The old log subsides with the lessening waves,
And there is silence.

I sway outside myself
Into the darkening currents,
Into the small spillage of driftwood,
The waters swirling past the tiny headlands.
Was it here I wore a crown of birds for a moment
While on a far point of the rocks
The light heightened,
And below, in a mist out of nowhere,
The first rain gathered?

It is here that the poet claims to find his true self,

And I stood outside myself,
Beyond becoming and perishing,
A something wholly other,
As if I swayed out on the wildest wave alive,
And yet was still.

I probably didn’t understand this poem at the age of 22, but it left an impression that has stayed with me since first reading it, and it rings truer today than it ever has.

Judging from the photographs I’ve posted here this year, some might even believe that I’ve been trying to illustrate this poem the last year. I haven’t, but I have. I suspect I understand the poem much better having spent the last year at Nisqually and at Pt. Defiance.

In a Dark Time

While I like the photos, the gentle side trips with grandchildren, I am drawn most to the original spirit of your blog, partly because I have personal history with Roethke. When he spoke with us in the 60s about his affliction, he never talked much about how he managed it, or about other poets who shared his dilemma. But there are plenty. I offer this comment in that spirit.

Roethke was not travelling solo when he wrote In a Dark Time.

He was mining a field where he found the footsteps of other poets and philosophers, from mystics like Boehme and Blake to more contemporary poets Yeats and Matthew Arnold and Wordsworth.

Written after several episodes of the manic-depressive illness that dogged him, and reflecting the influence of Freudian theory on the arts in America in the 40s & 50s, his poem celebrates the triumph of the spirit in a quest for wholeness.

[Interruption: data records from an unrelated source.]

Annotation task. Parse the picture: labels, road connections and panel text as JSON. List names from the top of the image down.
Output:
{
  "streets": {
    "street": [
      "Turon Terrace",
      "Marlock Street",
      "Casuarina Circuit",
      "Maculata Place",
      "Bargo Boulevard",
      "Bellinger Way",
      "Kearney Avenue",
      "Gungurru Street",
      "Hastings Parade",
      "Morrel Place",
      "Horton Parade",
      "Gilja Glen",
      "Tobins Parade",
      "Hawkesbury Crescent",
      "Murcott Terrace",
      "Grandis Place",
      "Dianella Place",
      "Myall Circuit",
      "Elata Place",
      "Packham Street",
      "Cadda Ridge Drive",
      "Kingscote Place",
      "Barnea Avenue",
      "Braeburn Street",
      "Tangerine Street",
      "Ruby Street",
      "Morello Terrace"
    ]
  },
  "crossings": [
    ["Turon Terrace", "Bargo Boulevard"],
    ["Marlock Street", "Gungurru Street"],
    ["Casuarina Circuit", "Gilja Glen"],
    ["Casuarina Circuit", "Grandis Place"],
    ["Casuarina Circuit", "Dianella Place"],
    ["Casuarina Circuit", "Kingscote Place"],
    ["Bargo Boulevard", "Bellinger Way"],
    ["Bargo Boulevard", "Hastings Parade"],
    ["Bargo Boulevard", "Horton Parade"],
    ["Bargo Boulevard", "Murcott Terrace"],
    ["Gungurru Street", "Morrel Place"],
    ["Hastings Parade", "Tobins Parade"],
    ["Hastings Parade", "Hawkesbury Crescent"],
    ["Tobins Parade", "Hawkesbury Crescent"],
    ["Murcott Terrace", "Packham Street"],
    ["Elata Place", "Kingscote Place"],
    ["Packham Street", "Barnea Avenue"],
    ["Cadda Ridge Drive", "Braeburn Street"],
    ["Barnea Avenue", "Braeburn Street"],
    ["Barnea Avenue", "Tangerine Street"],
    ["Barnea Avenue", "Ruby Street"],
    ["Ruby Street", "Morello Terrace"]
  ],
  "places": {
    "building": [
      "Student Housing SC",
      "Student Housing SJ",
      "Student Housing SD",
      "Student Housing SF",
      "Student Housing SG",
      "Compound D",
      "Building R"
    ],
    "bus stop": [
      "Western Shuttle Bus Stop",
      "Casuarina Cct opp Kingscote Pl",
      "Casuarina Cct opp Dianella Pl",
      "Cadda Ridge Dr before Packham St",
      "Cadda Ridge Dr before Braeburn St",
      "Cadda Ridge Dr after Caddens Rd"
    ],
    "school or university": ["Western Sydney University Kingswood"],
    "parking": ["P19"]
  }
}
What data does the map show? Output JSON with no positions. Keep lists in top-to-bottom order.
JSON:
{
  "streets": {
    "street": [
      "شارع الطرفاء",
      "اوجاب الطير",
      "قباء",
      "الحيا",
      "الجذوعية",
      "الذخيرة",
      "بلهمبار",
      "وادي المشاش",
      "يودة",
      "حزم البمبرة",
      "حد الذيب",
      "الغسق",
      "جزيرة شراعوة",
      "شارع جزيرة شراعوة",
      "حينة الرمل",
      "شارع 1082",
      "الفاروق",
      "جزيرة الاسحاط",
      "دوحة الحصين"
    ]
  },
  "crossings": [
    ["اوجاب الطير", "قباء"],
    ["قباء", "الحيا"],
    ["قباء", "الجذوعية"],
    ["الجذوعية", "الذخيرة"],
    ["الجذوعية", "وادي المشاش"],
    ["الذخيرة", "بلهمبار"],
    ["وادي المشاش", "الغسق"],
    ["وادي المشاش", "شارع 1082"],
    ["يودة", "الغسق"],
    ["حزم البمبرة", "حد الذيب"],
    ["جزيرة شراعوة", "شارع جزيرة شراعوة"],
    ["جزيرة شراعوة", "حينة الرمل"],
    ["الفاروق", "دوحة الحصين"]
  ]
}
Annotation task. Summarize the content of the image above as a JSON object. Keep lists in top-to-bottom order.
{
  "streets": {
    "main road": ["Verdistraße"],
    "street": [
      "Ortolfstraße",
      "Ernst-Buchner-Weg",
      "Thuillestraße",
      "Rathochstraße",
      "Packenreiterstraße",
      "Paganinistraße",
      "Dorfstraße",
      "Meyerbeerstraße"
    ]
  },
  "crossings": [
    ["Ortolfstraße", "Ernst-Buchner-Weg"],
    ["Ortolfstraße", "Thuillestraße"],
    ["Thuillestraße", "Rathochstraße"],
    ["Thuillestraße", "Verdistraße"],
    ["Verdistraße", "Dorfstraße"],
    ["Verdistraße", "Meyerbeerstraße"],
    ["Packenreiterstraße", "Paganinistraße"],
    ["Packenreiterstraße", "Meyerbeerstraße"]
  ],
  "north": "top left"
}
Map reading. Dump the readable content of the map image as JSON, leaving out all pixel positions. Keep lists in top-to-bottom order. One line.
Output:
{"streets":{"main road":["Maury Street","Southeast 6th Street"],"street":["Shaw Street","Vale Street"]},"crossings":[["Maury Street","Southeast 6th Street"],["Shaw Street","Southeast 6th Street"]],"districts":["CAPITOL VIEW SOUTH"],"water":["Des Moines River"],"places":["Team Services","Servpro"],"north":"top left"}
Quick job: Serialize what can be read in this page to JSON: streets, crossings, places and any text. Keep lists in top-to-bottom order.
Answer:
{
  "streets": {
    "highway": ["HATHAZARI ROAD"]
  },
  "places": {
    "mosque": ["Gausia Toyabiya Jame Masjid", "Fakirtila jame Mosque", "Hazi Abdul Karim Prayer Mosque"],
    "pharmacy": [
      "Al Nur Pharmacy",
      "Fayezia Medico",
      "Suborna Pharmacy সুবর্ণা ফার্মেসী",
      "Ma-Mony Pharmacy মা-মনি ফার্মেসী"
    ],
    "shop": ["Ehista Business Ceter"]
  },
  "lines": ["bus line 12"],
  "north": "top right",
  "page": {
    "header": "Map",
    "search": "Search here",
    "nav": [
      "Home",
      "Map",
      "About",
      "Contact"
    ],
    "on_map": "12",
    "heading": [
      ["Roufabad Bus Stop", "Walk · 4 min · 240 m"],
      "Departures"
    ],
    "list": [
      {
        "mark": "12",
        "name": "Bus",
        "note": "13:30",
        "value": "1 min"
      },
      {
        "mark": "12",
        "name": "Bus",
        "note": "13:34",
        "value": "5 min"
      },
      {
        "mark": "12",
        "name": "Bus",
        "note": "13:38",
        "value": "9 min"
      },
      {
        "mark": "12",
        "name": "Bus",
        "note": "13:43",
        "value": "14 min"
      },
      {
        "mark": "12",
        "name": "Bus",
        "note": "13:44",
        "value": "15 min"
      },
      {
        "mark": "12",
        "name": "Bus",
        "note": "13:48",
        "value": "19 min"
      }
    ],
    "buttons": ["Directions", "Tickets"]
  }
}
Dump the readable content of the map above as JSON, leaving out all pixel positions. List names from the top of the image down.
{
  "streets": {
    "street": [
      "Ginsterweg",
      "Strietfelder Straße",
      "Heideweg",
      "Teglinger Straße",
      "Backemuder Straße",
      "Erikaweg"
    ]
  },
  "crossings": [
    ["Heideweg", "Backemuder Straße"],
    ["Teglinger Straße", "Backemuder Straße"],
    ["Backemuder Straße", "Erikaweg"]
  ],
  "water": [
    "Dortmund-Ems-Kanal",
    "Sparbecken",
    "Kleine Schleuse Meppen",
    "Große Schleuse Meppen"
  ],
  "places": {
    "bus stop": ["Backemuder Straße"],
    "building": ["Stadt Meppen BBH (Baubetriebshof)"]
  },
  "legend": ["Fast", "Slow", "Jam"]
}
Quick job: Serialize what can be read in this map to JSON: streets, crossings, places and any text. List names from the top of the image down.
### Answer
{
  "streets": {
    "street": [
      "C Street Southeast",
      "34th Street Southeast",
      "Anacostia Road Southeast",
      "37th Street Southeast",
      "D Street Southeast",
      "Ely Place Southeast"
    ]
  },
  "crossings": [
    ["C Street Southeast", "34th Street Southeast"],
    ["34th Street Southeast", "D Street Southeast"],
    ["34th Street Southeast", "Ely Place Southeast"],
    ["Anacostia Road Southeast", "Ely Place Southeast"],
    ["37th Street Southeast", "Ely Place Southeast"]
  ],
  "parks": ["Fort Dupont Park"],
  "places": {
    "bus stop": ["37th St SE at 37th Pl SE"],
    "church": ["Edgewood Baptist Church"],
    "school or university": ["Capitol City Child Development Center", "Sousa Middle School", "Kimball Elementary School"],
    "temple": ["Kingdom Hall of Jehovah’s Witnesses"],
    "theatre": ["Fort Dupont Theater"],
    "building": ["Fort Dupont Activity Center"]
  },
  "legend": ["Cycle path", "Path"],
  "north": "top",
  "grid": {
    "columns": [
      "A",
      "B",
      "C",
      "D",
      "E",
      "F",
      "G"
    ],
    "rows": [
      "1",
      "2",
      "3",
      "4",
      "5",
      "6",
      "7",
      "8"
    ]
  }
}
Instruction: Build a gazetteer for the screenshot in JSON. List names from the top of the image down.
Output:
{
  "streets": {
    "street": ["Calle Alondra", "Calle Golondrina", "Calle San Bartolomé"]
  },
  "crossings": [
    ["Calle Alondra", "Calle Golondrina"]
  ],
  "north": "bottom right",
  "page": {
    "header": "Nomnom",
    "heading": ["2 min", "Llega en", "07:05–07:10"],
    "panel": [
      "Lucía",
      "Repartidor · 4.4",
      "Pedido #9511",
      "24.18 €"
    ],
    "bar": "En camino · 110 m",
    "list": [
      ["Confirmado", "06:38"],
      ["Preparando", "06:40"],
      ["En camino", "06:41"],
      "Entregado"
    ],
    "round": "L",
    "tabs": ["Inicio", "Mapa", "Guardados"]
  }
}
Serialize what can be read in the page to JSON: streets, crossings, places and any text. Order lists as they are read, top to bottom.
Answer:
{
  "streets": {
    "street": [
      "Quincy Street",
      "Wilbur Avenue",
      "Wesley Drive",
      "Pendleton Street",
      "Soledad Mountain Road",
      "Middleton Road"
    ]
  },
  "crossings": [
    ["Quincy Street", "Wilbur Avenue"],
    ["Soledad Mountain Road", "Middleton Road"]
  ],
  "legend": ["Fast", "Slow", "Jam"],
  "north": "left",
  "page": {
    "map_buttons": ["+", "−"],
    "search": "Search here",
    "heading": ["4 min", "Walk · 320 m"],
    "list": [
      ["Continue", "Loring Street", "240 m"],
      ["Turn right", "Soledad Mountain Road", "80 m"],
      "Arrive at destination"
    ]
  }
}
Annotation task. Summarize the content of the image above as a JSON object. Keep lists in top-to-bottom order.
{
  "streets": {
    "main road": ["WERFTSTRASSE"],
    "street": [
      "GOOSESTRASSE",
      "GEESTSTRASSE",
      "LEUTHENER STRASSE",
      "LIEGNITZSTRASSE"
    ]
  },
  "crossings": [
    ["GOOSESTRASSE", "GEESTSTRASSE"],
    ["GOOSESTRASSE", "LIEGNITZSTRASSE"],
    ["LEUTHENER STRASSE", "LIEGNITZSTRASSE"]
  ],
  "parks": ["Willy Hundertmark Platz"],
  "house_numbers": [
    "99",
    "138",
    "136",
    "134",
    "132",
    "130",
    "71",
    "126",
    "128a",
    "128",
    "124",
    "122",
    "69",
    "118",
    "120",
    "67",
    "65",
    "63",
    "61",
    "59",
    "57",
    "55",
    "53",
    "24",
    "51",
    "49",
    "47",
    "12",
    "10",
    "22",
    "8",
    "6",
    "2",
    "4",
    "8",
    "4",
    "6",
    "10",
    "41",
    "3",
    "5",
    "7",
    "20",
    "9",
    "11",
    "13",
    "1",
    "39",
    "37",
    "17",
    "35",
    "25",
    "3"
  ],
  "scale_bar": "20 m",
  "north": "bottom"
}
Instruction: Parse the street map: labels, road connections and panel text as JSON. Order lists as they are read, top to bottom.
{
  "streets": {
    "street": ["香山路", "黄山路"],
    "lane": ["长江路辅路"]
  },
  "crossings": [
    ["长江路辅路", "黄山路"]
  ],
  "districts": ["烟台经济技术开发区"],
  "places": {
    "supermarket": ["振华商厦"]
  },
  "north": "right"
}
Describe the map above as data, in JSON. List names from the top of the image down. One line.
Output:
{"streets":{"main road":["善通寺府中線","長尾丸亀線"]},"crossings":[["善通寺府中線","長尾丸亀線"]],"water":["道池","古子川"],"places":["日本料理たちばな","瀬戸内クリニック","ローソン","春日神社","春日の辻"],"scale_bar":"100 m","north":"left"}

Other poets walked that walk and talked that talk, too. Roethke knew a few, including Robert Lowell and John Berryman. He knew the powerful poems of Kunitz, and knew about the troubled lives of others like Delmore Schwartz and Hart Crane. He was also a mentor to James Wright and Richard Hugo, who had their own turn dancing with the devil (see esp. Hugo’s late “letters” to friends).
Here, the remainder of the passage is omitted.